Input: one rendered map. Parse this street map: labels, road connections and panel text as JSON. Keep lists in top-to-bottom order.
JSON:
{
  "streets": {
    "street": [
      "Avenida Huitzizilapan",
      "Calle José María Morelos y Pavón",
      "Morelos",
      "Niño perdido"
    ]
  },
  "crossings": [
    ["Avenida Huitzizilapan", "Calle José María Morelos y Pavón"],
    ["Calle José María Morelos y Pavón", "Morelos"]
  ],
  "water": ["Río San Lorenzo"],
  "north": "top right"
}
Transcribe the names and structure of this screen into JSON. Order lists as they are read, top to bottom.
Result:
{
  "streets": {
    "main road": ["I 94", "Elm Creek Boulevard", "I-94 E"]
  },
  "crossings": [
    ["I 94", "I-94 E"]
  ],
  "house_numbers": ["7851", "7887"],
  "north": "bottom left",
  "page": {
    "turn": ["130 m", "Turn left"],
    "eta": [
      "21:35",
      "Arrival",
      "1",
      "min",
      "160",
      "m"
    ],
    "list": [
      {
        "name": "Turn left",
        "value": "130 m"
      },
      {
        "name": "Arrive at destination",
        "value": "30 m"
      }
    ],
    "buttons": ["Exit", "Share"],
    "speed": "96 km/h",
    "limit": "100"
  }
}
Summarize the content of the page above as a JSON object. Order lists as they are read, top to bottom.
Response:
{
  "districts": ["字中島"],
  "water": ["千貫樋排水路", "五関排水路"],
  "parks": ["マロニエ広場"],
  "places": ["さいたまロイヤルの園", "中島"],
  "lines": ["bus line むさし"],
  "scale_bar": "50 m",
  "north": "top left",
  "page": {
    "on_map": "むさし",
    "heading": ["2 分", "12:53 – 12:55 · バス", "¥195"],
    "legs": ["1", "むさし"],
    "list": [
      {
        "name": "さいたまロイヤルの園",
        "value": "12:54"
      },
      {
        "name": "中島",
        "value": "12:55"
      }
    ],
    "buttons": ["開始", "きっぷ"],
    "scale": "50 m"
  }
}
-----
Task to complete → The entries are to be retyped in full, with no alteration.

Solution to this exercise →
Input: one rendered map. Parse this street map: labels, road connections and panel text as JSON. Keep lists in top-to-bottom order.
JSON:
{
  "streets": {
    "street": [
      "Avenida Huitzizilapan",
      "Calle José María Morelos y Pavón",
      "Morelos",
      "Niño perdido"
    ]
  },
  "crossings": [
    ["Avenida Huitzizilapan", "Calle José María Morelos y Pavón"],
    ["Calle José María Morelos y Pavón", "Morelos"]
  ],
  "water": ["Río San Lorenzo"],
  "north": "top right"
}
Transcribe the names and structure of this screen into JSON. Order lists as they are read, top to bottom.
Result:
{
  "streets": {
    "main road": ["I 94", "Elm Creek Boulevard", "I-94 E"]
  },
  "crossings": [
    ["I 94", "I-94 E"]
  ],
  "house_numbers": ["7851", "7887"],
  "north": "bottom left",
  "page": {
    "turn": ["130 m", "Turn left"],
    "eta": [
      "21:35",
      "Arrival",
      "1",
      "min",
      "160",
      "m"
    ],
    "list": [
      {
        "name": "Turn left",
        "value": "130 m"
      },
      {
        "name": "Arrive at destination",
        "value": "30 m"
      }
    ],
    "buttons": ["Exit", "Share"],
    "speed": "96 km/h",
    "limit": "100"
  }
}
Summarize the content of the page above as a JSON object. Order lists as they are read, top to bottom.
Response:
{
  "districts": ["字中島"],
  "water": ["千貫樋排水路", "五関排水路"],
  "parks": ["マロニエ広場"],
  "places": ["さいたまロイヤルの園", "中島"],
  "lines": ["bus line むさし"],
  "scale_bar": "50 m",
  "north": "top left",
  "page": {
    "on_map": "むさし",
    "heading": ["2 分", "12:53 – 12:55 · バス", "¥195"],
    "legs": ["1", "むさし"],
    "list": [
      {
        "name": "さいたまロイヤルの園",
        "value": "12:54"
      },
      {
        "name": "中島",
        "value": "12:55"
      }
    ],
    "buttons": ["開始", "きっぷ"],
    "scale": "50 m"
  }
}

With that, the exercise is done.